__WHAT IS NEEDED__
Set down the first line below and each line after it, ending with the one that holds "1px #b2b5b9) drop-shadow(0". Pictures do not belong in the copy.

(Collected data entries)
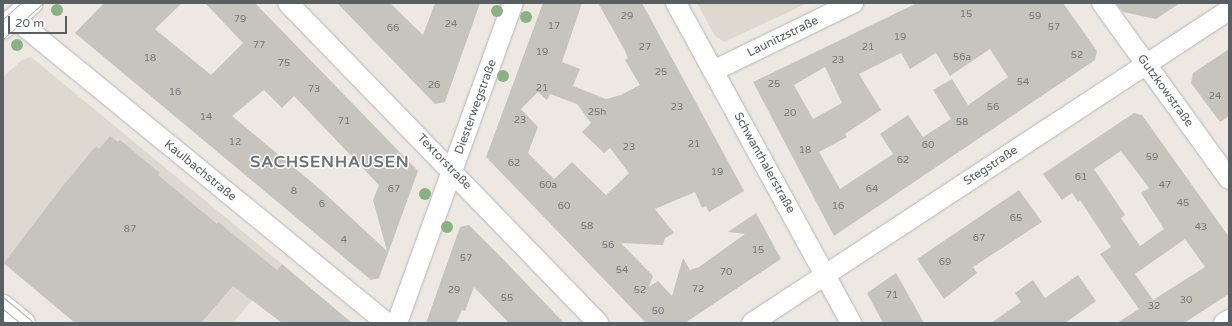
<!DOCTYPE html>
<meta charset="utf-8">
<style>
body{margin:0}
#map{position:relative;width:1232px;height:326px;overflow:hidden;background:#ede9e2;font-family:"Varela Round",sans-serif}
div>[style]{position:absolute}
.education>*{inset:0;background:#ddd8d0}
.building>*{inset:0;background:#c7c4be}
.roads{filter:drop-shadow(0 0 1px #b2b5b9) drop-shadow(0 0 1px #b2b5b9)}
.minor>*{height:20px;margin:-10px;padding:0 10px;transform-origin:10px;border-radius:10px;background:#fff}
.tertiary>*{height:22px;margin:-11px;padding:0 11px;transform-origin:11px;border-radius:11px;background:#fff}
.tram>*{height:1px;margin:-0.5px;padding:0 0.5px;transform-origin:0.5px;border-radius:0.5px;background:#b1b2b2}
.trees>*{width:12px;height:12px;margin:-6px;border-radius:50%;background:#8bb284}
span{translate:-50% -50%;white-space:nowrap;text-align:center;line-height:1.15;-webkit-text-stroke:3px #fff;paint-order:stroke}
.number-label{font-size:10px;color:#757879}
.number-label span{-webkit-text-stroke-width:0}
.street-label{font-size:12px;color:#5a5f62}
.district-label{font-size:16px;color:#6b7174;font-weight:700;letter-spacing:1px}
.frame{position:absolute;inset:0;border:4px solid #5a5f62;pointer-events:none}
.scale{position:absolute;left:8px;top:16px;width:59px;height:18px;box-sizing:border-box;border:2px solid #5a5f62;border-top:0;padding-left:5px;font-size:12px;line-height:14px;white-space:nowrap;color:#5a5f62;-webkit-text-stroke:3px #fff;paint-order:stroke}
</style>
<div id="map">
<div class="education">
<div style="clip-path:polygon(697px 3px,808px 3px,724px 42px,715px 36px)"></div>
<div style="clip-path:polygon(31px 57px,282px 264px,233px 323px,75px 323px,3px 263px,3px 77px,22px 60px)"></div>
</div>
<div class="building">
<div style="clip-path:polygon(evenodd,104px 3px,182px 3px,155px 29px,211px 75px,243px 43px,205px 3px,255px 3px,418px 171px,379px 278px,371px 280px,75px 33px,104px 3px,264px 90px,282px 108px,294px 96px,379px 185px,373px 200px,387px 251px,321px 190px,232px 116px,264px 90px)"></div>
<div style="clip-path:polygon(337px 3px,390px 3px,423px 35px,435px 3px,480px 3px,445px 102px,435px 104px)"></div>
<div style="clip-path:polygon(evenodd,543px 3px,582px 3px,562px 62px,580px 69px,573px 86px,606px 99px,621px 95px,640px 85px,625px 60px,628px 58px,624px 49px,598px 3px,642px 3px,744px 191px,709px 212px,706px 206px,702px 208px,695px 192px,655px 209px,674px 233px,665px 238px,663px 245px,621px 243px,653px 276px,649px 287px,658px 281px,672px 296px,683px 258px,690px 270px,699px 267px,745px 234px,728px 232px,756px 213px,781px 259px,685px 323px,646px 323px,486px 157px,543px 3px,538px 92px,547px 100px,550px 94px,577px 104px,591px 123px,582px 132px,604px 153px,610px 148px,629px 173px,606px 195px,572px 162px,554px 179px,528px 153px,538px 127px,521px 109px,538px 92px)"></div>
<div style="clip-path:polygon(evenodd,917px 3px,1063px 3px,1097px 51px,1095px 60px,834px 236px,753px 82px,917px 3px,990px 49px,1008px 77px,968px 105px,952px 79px,933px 90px,951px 119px,923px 137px,908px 115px,880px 134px,893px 154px,840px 189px,819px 152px,847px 137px,845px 134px,881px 110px,859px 74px,901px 53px,910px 69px,936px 53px,950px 76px,990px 49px,917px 3px,825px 67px,842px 103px,813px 119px,794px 85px,825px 67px)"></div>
<div style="clip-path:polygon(1116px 3px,1180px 3px,1156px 19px,1123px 12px)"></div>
<div style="clip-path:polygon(1229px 49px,1229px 116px,1220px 122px,1191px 83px,1193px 73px)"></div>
<div style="clip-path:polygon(evenodd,1134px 113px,1142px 115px,1229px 237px,1229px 294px,1184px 323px,1117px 323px,1139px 309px,1100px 254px,1111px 247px,1080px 200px,1078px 202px,1072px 193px,1062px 200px,1043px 174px,1134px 113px,1121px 151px,1149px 188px,1141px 193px,1164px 229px,1140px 246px,1121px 218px,1125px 215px,1094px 169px,1121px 151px,1134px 113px,1185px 239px,1205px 267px,1153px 300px,1135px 274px,1185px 239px)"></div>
<div style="clip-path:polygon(110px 136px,118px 142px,120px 140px,160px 173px,158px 175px,217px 224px,218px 222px,277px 270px,282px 264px,352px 323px,282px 323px,233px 286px,201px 323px,75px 323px,4px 263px,62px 187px,96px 146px,99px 149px)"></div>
<div style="clip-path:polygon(1019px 190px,1042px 222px,973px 267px,977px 273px,944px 299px,917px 259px)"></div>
<div style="clip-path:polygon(469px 225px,505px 261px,564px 323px,509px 323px,474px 287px,465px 311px,462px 310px,456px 323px,426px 323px,460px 227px)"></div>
<div style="clip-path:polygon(896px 273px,924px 323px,883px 323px,867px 293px)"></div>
<div style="clip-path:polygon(1078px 275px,1096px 301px,1065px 323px,991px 323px,1021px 302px,1015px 293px,1033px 280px,1045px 298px)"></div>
</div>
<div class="roads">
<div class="minor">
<div style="left:288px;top:3px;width:446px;rotate:45.9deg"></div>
<div style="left:676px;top:3px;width:365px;rotate:61.3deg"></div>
<div style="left:1102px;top:3px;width:217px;rotate:54.2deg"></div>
<div style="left:14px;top:18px;width:481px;rotate:39.3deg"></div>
<div style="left:713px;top:71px;width:156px;rotate:-25.9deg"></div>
<div style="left:397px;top:323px;width:340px;rotate:-70.1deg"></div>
<div style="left:752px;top:323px;width:571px;rotate:-33.27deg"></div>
<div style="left:1224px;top:323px;width:6px;rotate:-31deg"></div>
</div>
<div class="tertiary">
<div style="left:3px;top:28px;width:38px;rotate:-41deg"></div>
<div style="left:3px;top:306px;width:27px;rotate:39deg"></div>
</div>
</div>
<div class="tram">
<div style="left:3px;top:19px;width:24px;rotate:-42deg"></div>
<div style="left:3px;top:39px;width:54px;rotate:-42deg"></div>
<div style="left:3px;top:297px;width:40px;rotate:40deg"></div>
<div style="left:3px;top:309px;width:22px;rotate:39deg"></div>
</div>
<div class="trees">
<div style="left:57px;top:10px"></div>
<div style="left:497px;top:11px"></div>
<div style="left:526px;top:17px"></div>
<div style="left:17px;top:45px"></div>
<div style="left:503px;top:76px"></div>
<div style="left:425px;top:194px"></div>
<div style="left:447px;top:227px"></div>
</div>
<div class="number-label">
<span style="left:966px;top:15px">15</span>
<span style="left:627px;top:17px">29</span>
<span style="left:1035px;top:17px">59</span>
<span style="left:240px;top:20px">79</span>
<span style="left:451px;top:25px">24</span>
<span style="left:554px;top:27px">17</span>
<span style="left:1054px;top:28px">57</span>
<span style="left:393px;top:29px">66</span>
<span style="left:900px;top:38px">19</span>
<span style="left:259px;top:46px">77</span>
<span style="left:645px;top:48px">27</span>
<span style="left:868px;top:48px">21</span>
<span style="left:542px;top:53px">19</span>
<span style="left:1077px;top:56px">52</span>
<span style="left:962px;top:58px">56a</span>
<span style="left:150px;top:59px">18</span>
<span style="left:838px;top:61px">23</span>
<span style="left:284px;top:64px">75</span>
<span style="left:661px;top:73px">25</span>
<span style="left:1023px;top:83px">54</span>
<span style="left:774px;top:85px">25</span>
<span style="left:434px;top:86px">26</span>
<span style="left:542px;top:89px">21</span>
<span style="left:314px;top:90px">73</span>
<span style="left:175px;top:93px">16</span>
<span style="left:1215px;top:97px">24</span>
<span style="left:677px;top:108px">23</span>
<span style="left:993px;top:108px">56</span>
<span style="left:597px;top:113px">25h</span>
<span style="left:790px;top:114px">20</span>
<span style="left:206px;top:118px">14</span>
<span style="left:520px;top:121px">23</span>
<span style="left:344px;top:122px">71</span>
<span style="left:962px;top:123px">58</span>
<span style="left:235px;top:143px">12</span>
<span style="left:694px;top:145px">21</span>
<span style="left:928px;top:146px">60</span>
<span style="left:629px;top:148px">23</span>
<span style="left:805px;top:151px">18</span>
<span style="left:1152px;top:158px">59</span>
<span style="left:903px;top:161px">62</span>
<span style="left:514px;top:164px">62</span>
<span style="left:717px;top:173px">19</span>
<span style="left:1081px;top:178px">61</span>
<span style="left:548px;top:186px">60a</span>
<span style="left:1165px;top:186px">47</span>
<span style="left:394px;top:190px">67</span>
<span style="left:872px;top:190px">64</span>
<span style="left:294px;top:192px">8</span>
<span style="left:1183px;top:204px">45</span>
<span style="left:322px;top:205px">6</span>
<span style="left:564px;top:207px">60</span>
<span style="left:838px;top:207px">16</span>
<span style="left:1016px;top:219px">65</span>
<span style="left:587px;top:227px">58</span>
<span style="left:1201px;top:228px">43</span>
<span style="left:130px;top:230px">87</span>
<span style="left:979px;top:239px">67</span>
<span style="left:344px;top:241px">4</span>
<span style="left:608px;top:246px">56</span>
<span style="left:758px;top:251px">15</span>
<span style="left:466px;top:259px">57</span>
<span style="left:945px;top:263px">69</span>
<span style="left:622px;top:271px">54</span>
<span style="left:726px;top:273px">70</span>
<span style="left:698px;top:290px">72</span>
<span style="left:454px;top:291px">29</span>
<span style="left:640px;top:291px">52</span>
<span style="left:892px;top:296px">71</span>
<span style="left:507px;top:299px">55</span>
<span style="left:1186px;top:301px">30</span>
<span style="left:1154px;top:307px">32</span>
<span style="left:658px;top:312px">50</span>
</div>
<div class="street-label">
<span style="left:783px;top:37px;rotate:-26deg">Launitzstraße</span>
<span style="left:1165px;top:91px;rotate:54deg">Gutzkowstraße</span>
<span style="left:476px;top:107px;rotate:-70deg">Diesterwegstraße</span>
<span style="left:444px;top:162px;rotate:46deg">Textorstraße</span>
<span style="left:764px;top:163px;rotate:61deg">Schwanthalerstraße</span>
<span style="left:991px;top:166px;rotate:-33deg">Stegstraße</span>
<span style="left:200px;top:171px;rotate:39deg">Kaulbachstraße</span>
</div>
<div class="district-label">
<span style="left:330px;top:162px">SACHSENHAUSEN</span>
</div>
<div class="frame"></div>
<div class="scale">20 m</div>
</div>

__OUTPUT FOR THIS EXERCISE__
<!DOCTYPE html>
<meta charset="utf-8">
<style>
body{margin:0}
#map{position:relative;width:1232px;height:326px;overflow:hidden;background:#ede9e2;font-family:"Varela Round",sans-serif}
div>[style]{position:absolute}
.education>*{inset:0;background:#ddd8d0}
.building>*{inset:0;background:#c7c4be}
.roads{filter:drop-shadow(0 0 1px #b2b5b9) drop-shadow(0 0 1px #b2b5b9)}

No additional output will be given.